§ DESCRIPTION OF THE TASK
For each record, copy the text exactly and omit any picture it holds.

§ DATA PROVIDED
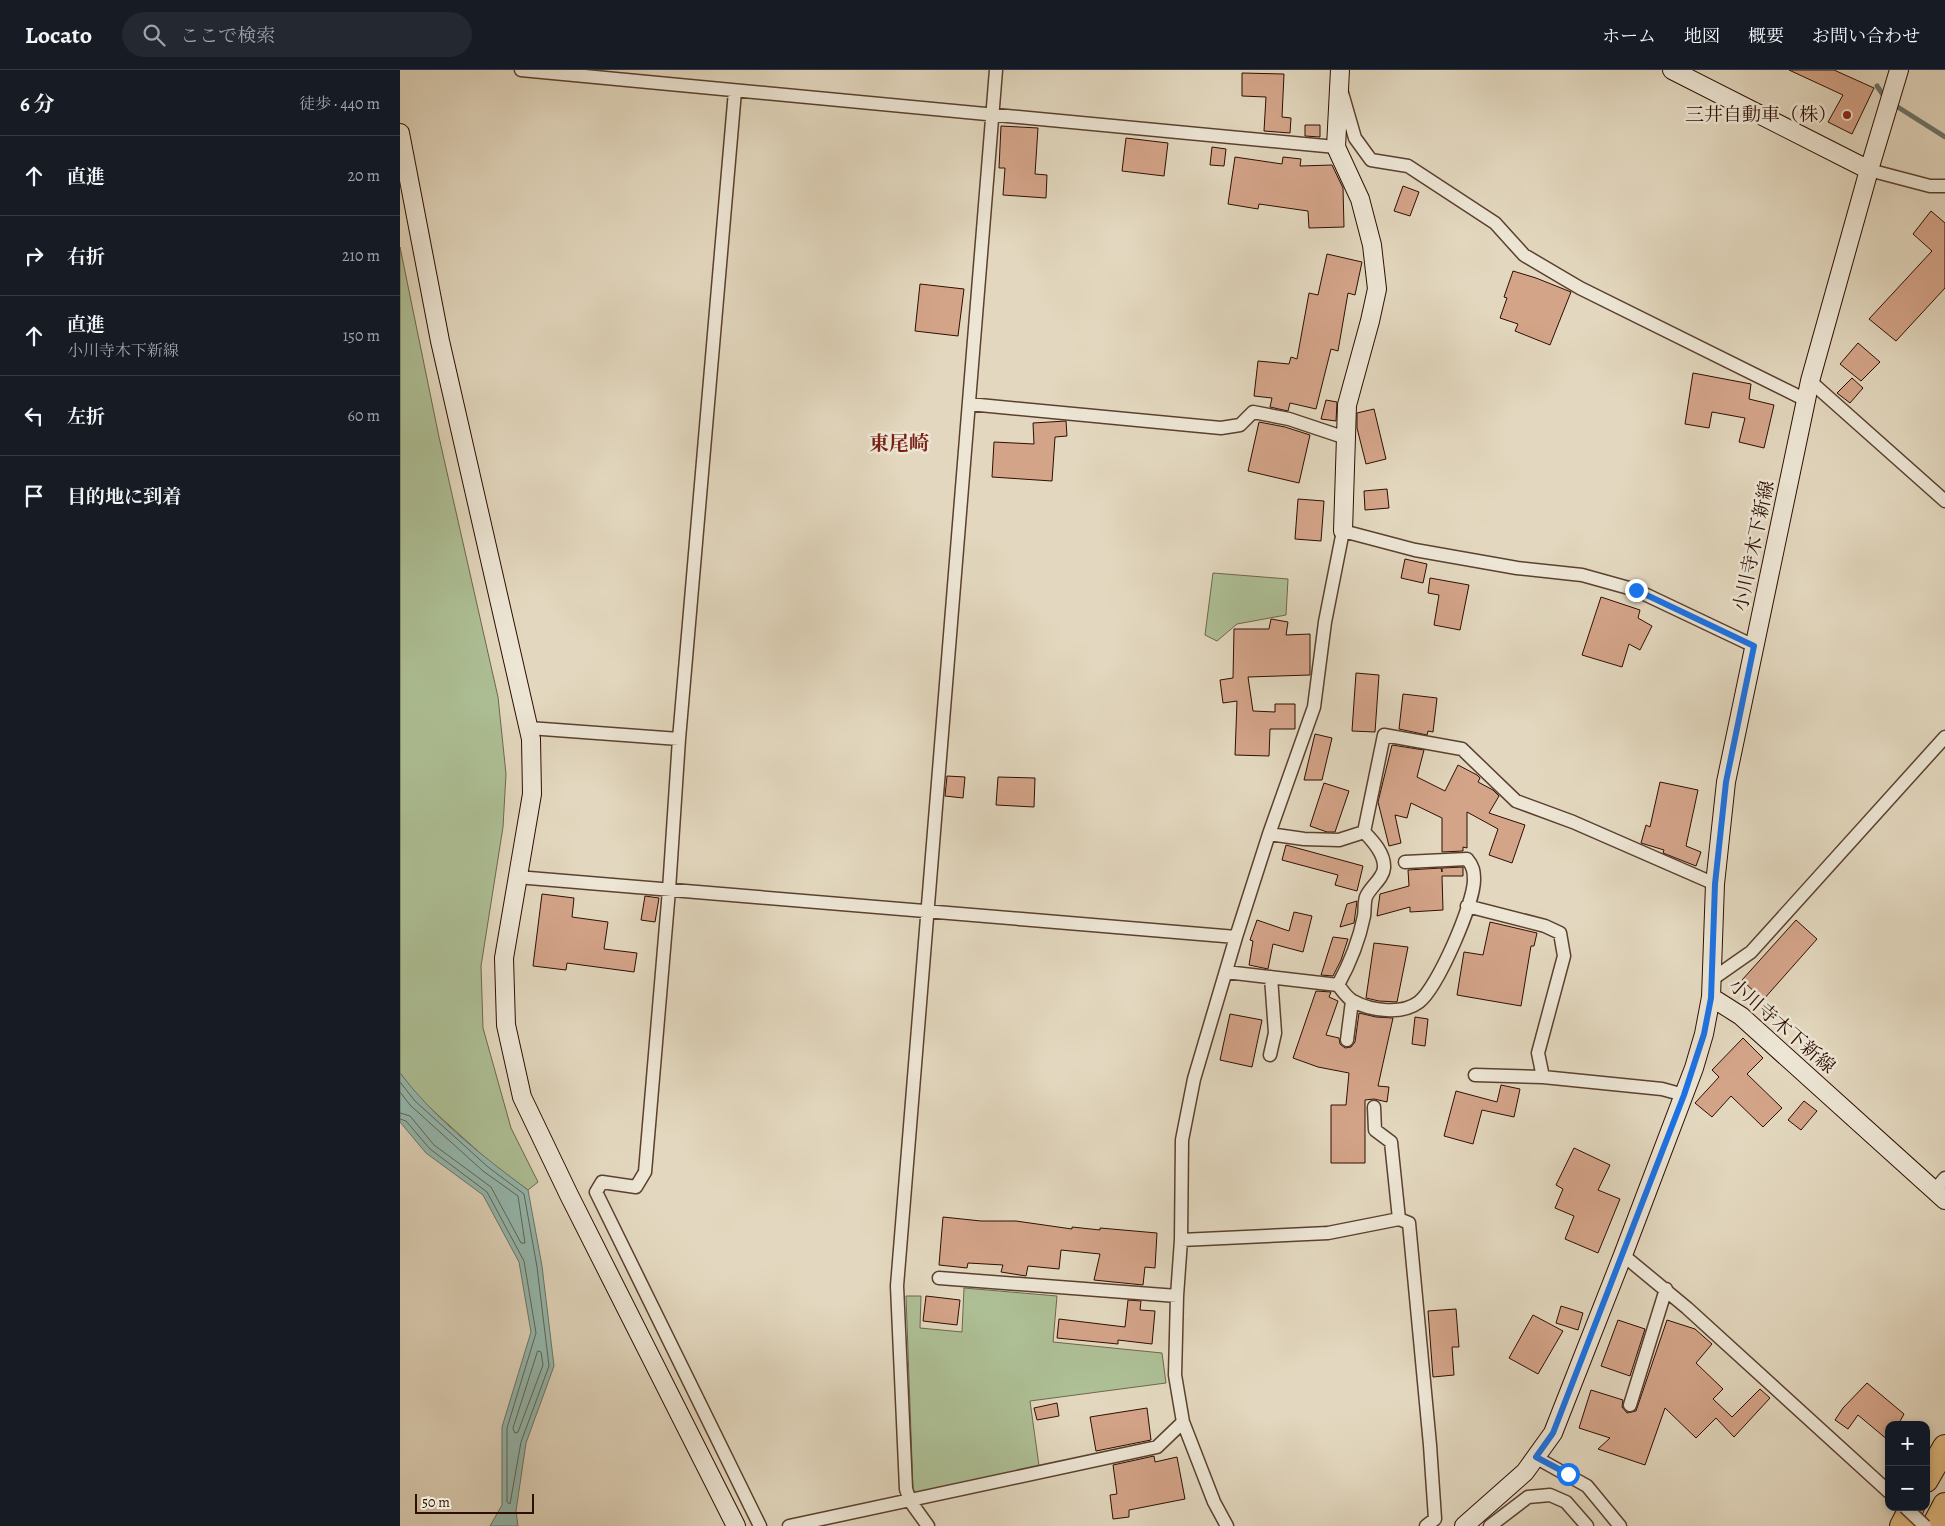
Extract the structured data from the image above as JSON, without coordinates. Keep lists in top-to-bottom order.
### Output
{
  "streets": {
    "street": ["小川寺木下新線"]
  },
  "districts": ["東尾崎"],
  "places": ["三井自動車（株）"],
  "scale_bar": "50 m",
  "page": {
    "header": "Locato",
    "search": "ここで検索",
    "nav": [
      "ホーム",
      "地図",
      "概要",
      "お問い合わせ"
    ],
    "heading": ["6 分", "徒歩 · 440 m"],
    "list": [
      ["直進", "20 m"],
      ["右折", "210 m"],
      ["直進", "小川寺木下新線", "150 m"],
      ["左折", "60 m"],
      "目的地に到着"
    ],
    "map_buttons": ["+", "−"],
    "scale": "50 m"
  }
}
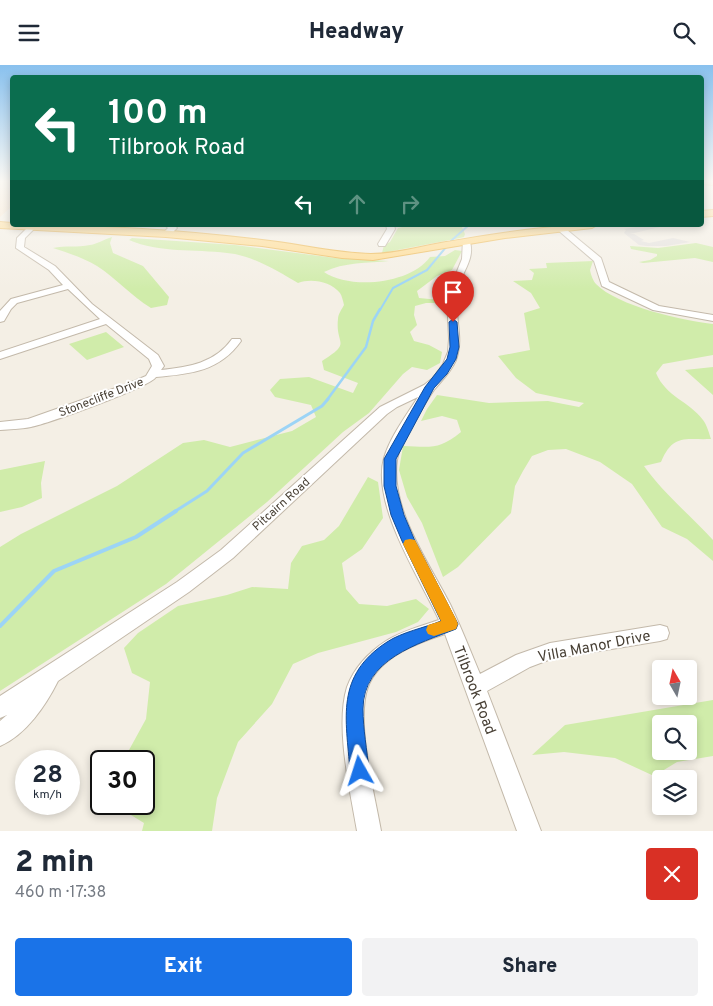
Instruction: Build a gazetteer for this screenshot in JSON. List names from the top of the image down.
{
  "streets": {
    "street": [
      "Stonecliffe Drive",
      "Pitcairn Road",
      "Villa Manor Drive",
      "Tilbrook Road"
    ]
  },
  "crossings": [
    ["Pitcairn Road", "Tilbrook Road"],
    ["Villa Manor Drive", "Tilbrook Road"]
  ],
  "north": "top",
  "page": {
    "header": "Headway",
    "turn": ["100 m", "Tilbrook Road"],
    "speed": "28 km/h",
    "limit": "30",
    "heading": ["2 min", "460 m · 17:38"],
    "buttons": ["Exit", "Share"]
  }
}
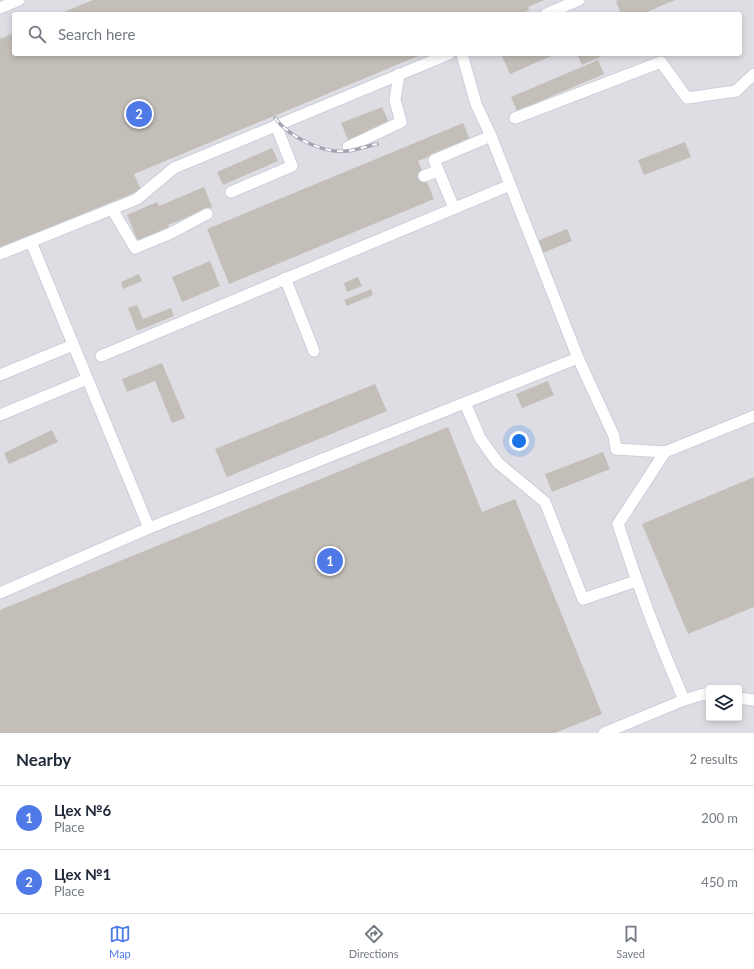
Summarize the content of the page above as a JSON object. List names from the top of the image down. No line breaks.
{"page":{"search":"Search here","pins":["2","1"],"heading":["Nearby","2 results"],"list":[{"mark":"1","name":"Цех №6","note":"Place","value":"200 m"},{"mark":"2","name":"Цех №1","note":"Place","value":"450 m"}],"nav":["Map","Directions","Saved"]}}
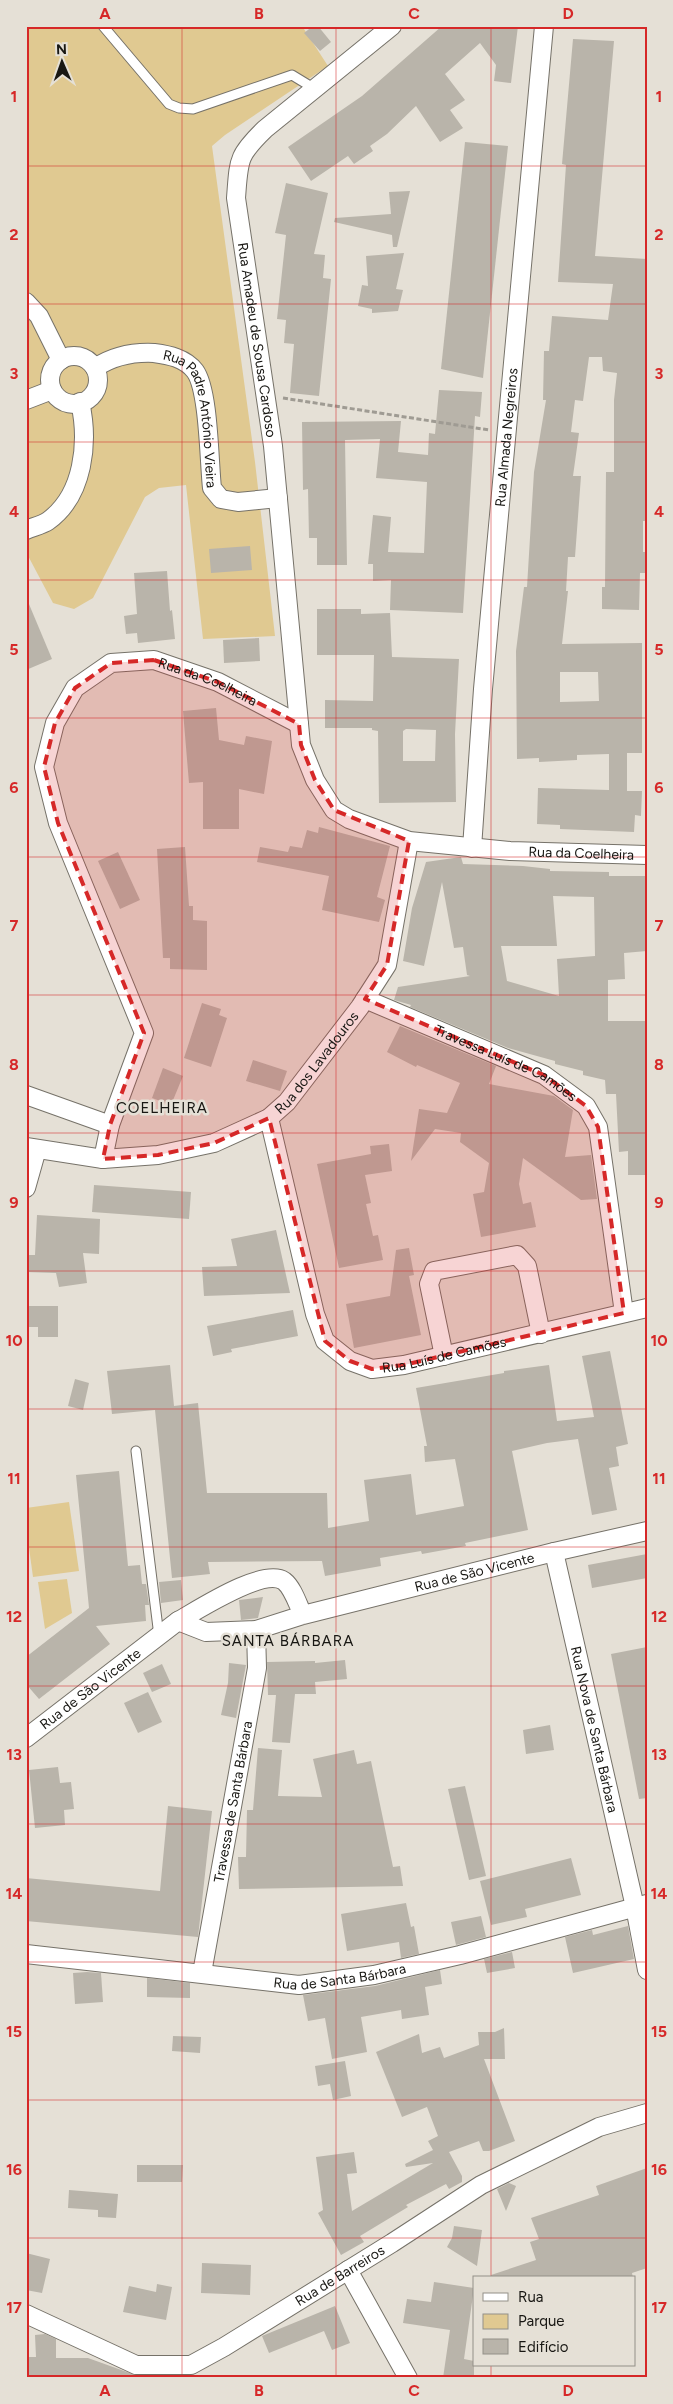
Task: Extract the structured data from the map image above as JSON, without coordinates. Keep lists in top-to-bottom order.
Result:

§ RESPONSE TO THIS TASK
Extract the structured data from the image above as JSON, without coordinates. Keep lists in top-to-bottom order.
### Output
{
  "streets": {
    "street": ["小川寺木下新線"]
  },
  "districts": ["東尾崎"],
  "places": ["三井自動車（株）"],
  "scale_bar": "50 m",
  "page": {
    "header": "Locato",
    "search": "ここで検索",
    "nav": [
      "ホーム",
      "地図",
      "概要",
      "お問い合わせ"
    ],
    "heading": ["6 分", "徒歩 · 440 m"],
    "list": [
      ["直進", "20 m"],
      ["右折", "210 m"],
      ["直進", "小川寺木下新線", "150 m"],
      ["左折", "60 m"],
      "目的地に到着"
    ],
    "map_buttons": ["+", "−"],
    "scale": "50 m"
  }
}
Instruction: Build a gazetteer for this screenshot in JSON. List names from the top of the image down.
{
  "streets": {
    "street": [
      "Stonecliffe Drive",
      "Pitcairn Road",
      "Villa Manor Drive",
      "Tilbrook Road"
    ]
  },
  "crossings": [
    ["Pitcairn Road", "Tilbrook Road"],
    ["Villa Manor Drive", "Tilbrook Road"]
  ],
  "north": "top",
  "page": {
    "header": "Headway",
    "turn": ["100 m", "Tilbrook Road"],
    "speed": "28 km/h",
    "limit": "30",
    "heading": ["2 min", "460 m · 17:38"],
    "buttons": ["Exit", "Share"]
  }
}
Summarize the content of the page above as a JSON object. List names from the top of the image down. No line breaks.
{"page":{"search":"Search here","pins":["2","1"],"heading":["Nearby","2 results"],"list":[{"mark":"1","name":"Цех №6","note":"Place","value":"200 m"},{"mark":"2","name":"Цех №1","note":"Place","value":"450 m"}],"nav":["Map","Directions","Saved"]}}
Task: Extract the structured data from the map image above as JSON, without coordinates. Keep lists in top-to-bottom order.
Result:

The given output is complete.